Best uses: Cragging, Top-Rope, Multi-pitch, Trad, Ice, Alpine
Weight: 59 g/m
Pros: Dry sheath treated, durable, can be used for almost any type of climbing
Cons: Pricy for only dry rope treatment
Cost (70m): $250
For those of you looking for the nice middle between the Infinity Dry and the Infinity Classic, look no further! The sheath of the Infinity Protect has been dry-treated, so you’ll get the added advantages which come with this technology while still keeping the overall cost of the rope under $300. This rope also allows you to take on more adventurous climbing styles as treatment will keep you safe even if you get caught in a rainstorm.

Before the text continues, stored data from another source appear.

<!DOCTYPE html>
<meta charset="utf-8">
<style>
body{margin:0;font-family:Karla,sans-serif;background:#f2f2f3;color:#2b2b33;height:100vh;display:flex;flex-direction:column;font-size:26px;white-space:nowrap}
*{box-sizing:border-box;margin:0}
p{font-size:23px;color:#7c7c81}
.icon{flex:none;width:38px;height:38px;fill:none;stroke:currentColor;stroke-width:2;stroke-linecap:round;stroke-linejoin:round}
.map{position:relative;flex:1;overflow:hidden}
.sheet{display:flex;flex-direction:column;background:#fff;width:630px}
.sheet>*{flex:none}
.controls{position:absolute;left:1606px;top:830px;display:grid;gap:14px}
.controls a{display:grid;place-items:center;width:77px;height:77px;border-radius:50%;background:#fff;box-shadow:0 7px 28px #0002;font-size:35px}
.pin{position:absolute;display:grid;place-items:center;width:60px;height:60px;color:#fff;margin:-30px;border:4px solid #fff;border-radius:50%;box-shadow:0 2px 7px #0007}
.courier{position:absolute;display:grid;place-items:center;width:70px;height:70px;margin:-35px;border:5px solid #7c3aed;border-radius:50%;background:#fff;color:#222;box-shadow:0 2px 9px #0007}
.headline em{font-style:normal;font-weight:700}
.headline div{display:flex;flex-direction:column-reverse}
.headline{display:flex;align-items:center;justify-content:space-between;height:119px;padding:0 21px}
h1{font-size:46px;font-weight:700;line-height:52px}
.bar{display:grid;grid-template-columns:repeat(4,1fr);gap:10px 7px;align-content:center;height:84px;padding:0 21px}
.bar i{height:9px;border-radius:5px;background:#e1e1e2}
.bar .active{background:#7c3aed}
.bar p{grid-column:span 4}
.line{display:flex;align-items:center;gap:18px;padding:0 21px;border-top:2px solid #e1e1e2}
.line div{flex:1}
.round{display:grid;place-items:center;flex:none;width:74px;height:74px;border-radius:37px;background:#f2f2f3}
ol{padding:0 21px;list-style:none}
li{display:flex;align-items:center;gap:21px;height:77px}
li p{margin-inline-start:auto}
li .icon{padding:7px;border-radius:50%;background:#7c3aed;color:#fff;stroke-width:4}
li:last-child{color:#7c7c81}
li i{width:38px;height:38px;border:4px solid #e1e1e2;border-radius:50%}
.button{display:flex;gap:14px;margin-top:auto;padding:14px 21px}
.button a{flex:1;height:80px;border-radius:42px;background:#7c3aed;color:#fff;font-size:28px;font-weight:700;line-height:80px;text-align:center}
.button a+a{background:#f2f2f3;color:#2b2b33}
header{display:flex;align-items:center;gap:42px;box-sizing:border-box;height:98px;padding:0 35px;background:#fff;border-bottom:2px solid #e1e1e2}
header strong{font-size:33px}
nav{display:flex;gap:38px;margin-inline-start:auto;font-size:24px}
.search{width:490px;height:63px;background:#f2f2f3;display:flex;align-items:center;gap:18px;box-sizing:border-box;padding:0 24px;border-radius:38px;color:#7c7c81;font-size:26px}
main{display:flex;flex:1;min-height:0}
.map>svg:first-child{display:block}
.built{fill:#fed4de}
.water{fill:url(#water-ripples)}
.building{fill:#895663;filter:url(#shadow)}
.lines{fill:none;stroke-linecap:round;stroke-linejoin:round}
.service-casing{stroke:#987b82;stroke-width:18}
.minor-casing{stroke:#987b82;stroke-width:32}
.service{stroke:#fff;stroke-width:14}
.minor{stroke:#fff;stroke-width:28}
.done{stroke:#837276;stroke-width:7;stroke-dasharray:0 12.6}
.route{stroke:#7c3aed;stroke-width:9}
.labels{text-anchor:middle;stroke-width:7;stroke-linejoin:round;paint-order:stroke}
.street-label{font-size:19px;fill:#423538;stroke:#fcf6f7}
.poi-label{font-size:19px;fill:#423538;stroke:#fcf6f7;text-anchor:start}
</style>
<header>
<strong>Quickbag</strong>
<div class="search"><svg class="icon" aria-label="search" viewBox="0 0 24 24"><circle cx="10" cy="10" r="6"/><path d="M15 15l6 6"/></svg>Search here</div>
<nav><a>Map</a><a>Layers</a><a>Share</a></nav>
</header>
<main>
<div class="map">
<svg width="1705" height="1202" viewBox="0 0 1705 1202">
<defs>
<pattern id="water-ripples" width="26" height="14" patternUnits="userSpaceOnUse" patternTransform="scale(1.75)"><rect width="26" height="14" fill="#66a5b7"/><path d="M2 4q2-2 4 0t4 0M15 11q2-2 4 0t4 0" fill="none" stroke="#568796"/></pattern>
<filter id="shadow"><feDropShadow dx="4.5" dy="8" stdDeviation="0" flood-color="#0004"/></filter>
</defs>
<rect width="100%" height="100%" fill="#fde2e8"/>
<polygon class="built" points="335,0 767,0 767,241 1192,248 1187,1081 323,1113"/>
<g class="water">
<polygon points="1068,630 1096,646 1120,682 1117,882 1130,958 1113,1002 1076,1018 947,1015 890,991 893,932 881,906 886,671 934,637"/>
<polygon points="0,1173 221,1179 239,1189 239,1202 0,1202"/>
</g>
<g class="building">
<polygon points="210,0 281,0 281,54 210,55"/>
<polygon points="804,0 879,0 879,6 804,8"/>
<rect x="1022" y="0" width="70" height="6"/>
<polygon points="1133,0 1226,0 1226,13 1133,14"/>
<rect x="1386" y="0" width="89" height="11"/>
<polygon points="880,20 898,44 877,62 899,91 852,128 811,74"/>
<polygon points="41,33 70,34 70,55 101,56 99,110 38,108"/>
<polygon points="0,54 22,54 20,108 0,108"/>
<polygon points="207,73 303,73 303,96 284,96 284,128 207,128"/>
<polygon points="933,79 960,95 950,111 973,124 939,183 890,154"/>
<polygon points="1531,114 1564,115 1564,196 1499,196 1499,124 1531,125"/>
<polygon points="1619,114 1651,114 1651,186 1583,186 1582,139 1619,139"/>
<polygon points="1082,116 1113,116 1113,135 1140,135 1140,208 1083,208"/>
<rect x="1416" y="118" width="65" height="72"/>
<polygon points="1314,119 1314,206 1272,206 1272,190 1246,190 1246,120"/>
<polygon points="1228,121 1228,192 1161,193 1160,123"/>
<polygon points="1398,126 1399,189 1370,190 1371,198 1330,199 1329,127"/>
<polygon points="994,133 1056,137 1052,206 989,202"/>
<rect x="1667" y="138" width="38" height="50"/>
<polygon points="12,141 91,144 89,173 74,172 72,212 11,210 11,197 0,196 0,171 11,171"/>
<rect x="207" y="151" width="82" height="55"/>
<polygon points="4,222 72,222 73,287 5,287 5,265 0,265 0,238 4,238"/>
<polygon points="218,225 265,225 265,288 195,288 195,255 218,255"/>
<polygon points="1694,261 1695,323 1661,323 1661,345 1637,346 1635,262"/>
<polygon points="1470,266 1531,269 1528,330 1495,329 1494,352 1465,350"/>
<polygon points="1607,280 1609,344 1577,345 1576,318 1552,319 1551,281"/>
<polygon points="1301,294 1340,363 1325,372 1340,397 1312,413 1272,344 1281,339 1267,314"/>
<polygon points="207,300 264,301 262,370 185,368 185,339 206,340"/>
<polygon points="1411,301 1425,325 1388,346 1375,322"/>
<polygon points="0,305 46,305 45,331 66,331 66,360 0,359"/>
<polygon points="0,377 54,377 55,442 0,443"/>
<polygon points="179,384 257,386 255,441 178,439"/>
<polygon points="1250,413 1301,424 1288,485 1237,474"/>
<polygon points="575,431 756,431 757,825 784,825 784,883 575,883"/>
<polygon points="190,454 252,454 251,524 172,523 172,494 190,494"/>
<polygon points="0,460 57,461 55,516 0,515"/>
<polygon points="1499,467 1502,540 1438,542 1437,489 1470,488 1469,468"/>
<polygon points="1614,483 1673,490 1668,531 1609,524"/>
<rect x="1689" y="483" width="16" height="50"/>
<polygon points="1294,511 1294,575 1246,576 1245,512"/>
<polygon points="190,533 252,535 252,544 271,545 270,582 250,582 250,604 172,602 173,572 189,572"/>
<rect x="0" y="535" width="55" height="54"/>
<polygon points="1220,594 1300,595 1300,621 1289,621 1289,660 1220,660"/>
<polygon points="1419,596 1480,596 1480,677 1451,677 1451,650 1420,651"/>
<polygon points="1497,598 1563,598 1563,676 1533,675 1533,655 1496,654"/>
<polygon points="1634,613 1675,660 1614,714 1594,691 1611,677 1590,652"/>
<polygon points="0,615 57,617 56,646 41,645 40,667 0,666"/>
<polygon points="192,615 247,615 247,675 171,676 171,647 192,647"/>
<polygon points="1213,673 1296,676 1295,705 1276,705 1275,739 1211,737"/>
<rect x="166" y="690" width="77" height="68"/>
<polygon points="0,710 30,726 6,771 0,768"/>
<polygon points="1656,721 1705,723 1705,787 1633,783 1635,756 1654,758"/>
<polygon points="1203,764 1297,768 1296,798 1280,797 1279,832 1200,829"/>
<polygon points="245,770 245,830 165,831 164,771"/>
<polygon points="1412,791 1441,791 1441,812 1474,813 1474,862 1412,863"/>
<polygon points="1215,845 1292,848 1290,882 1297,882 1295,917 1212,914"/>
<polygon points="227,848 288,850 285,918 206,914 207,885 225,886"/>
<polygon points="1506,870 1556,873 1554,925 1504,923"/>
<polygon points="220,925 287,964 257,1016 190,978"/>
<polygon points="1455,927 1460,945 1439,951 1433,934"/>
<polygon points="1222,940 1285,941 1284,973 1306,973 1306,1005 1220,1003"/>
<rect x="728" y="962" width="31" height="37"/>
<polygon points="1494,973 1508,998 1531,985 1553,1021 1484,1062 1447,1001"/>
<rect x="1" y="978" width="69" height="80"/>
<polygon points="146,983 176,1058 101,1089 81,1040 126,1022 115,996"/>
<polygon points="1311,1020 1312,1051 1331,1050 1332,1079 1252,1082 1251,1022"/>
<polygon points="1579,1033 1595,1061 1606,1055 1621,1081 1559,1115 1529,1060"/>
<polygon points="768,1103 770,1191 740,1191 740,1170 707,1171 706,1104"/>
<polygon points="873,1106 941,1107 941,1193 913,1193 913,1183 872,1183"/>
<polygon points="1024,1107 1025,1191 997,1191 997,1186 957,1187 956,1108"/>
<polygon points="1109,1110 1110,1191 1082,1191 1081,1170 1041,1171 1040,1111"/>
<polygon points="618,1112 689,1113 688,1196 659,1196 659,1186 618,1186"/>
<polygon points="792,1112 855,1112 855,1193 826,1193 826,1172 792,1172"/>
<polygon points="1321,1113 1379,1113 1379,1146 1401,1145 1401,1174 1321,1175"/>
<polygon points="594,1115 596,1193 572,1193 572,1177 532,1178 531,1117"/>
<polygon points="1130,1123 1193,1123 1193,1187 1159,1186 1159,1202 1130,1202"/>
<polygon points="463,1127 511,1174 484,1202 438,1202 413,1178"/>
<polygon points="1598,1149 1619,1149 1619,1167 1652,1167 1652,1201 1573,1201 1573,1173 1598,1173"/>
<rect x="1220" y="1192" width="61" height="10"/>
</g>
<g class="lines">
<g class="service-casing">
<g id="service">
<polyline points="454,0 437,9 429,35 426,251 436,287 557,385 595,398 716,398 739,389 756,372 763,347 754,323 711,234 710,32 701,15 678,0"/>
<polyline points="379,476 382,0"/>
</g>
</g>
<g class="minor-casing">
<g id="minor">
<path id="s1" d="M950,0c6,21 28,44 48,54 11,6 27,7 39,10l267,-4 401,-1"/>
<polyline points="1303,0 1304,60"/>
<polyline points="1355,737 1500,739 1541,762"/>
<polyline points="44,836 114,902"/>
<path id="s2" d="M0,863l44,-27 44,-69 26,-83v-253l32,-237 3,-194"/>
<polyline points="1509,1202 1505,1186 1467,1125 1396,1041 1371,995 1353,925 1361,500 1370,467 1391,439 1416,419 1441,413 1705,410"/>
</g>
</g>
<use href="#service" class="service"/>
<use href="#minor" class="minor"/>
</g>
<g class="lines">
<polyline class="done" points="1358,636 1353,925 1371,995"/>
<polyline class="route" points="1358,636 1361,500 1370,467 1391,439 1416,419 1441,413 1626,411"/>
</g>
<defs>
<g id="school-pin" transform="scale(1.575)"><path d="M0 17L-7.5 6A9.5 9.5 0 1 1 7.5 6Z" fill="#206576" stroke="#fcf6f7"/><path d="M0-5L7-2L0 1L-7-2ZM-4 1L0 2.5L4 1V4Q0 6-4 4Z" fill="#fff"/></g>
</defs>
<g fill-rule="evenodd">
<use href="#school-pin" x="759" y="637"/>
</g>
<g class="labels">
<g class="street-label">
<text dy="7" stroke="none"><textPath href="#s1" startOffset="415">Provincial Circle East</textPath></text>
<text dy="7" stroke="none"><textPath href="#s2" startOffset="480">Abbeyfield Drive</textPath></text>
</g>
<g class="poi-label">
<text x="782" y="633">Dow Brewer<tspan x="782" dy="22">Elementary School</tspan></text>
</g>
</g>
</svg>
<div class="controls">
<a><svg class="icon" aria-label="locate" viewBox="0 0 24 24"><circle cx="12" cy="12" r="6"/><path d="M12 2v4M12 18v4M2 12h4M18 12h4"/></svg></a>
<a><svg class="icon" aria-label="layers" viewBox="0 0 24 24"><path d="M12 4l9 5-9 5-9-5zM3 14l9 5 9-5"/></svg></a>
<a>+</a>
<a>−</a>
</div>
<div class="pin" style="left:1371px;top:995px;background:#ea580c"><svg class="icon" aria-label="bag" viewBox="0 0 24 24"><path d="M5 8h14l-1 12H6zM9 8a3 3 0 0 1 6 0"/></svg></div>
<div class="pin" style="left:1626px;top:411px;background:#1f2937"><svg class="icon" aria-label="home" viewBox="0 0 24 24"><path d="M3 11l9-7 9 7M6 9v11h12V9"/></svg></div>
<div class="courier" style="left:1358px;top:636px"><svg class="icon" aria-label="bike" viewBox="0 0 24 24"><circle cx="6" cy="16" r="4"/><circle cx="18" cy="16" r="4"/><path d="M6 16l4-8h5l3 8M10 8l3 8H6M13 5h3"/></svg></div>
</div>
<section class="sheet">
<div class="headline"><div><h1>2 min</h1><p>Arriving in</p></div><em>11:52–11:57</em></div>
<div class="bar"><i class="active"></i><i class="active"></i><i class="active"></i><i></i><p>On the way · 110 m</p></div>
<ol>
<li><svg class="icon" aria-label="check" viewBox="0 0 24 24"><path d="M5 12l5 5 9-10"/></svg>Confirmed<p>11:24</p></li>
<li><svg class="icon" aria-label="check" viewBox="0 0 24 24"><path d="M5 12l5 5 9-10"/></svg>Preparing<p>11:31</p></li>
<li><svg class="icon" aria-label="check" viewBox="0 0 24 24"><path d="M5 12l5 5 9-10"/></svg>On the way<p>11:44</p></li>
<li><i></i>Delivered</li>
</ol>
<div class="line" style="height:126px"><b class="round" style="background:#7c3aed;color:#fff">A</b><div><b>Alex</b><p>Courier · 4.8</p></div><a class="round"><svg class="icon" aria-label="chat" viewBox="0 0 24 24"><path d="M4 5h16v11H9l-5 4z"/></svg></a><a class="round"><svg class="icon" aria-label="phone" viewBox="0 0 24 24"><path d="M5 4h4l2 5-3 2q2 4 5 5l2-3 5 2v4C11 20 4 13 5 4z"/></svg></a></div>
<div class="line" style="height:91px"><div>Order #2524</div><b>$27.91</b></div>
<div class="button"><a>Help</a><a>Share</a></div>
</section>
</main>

The Mammut Infinity rope series is an absolute engineering marvel. They have been able to pack in the power, resistance, and dependability of a much fatter rope into a slender 9.5mm diameter.
Though the Infinity Classic is in no way a bad rope, I suggest anyone considering buying one of these ropes to at least consider the Infinity Protect or Infinity Dry models. For only $50 more, the Infinity Protect offers considerable durability improvements when compared to the Classic. Of course if you have the budget, I’d say go all the way with the Dry model, as the extra cost will more than pay for itself with added rope life.
Whatever model you choose, I highly recommend this rope for any level or style of climber. It might just be the best rope you’ll ever own.